The **kvsd** is intended for embedded or industrial use cases where the hardware is limited but not too restricted.
It can also be used in more powerful systems allowing more stored data.

## Security

This chapter describes the security goals of this project and how they are achieved.

**Goals:**

1. Data stored in the **kvsd** might be confidential, e.g. key material used by other processes or sensitive personal data.
2. Data stored in the **kvsd** must not be manipulated, e.g. configuration values of other services.

### Protecting data at rest

The data used by the **kvsd** is protected against manipulation and unallowed access.
For this purpose the data is encrypted using AES-256-GCM.
To not rely on a password that is supplied via commandline or stored in a hard-coded file,
password derivation is used.
For this purpose the **kvsd** integrates [*siemens/libuta*](https://github.com/siemens/libuta).
It uses it to derive hardware bound passwords from the stored derivation values.
This way the password used on each device running the **kvsd** are different, although the same derivation value might be used.

#### Protection in scope:

This mechanism should prevent **offline attacks**.

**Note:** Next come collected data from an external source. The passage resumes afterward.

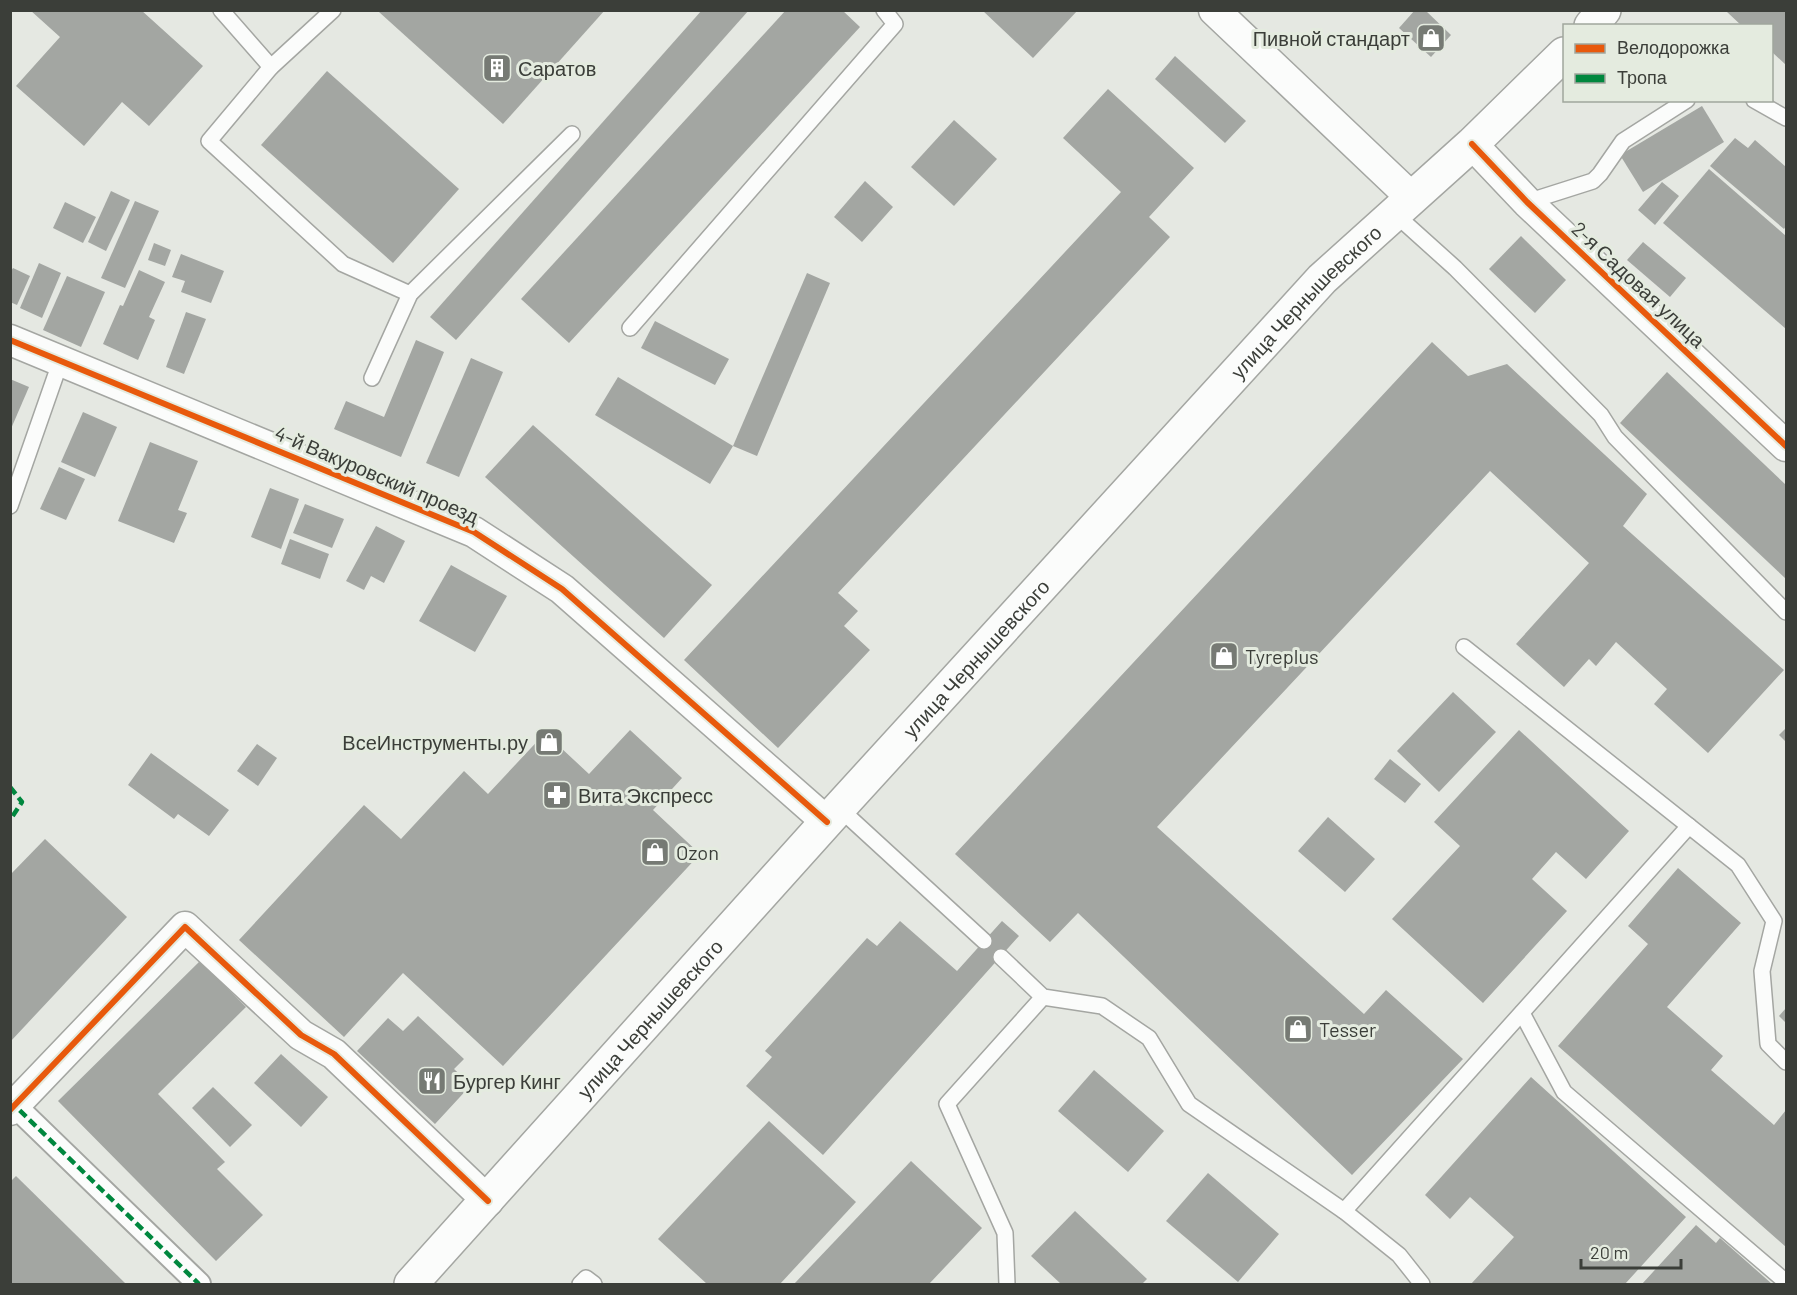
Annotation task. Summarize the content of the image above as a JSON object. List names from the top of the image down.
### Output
{
  "streets": {
    "main road": ["улица Чернышевского"],
    "street": ["2-я Садовая улица", "4-й Вакуровский проезд"]
  },
  "crossings": [
    ["2-я Садовая улица", "улица Чернышевского"],
    ["улица Чернышевского", "4-й Вакуровский проезд"]
  ],
  "places": {
    "shop": [
      "Пивной стандарт",
      "Tyreplus",
      "ВсеИнструменты.ру",
      "Ozon",
      "Tesser"
    ],
    "building": ["Саратов"],
    "pharmacy": ["Вита Экспресс"],
    "restaurant": ["Бургер Кинг"]
  },
  "legend": ["Велодорожка", "Тропа"],
  "scale_bar": "20 m"
}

**Confidentiality:** The confidentiality is ensured because the encryption keys can only be derived on the hardware, otherwise brute-force is required.

**Integrity:** The integrity is ensured by using Authenticated Encryption, while the key required to generate a valid authentication tag can, analogous to the confidentiality, only be derived on the hardware.

#### Out of scope:

It does not protect against an attacker who can successfully boot the operating system or get access to the hardware trust anchor used by **siemens/libuta**.

### Protecting data in transit

When the **kvsd** is deployed in a different location than the client is run, data in transit should be protected.
Additionally the authenticity of the **kvsd** has to be ensured.
For this purpose the **kvsd** can be supplied with credentials (private key & certificate) for TLS.

Additionally mutual authentication for TLS can be enabled to ensure only valid clients establish connections to the **kvsd**.

#### Protection in scope:

**Integrity:** During transit the requested data might not be manipulated.
E.g a manipulation of the values might lead to misbehaviour of a serivce retrieving its configuration this way.

**Confidentiality:** During transit the data has to be protected again unallowed access.
Otherwise an attacker might get access to sensitive information, e.g. the configuration of services that might be interesting for reconnaissance.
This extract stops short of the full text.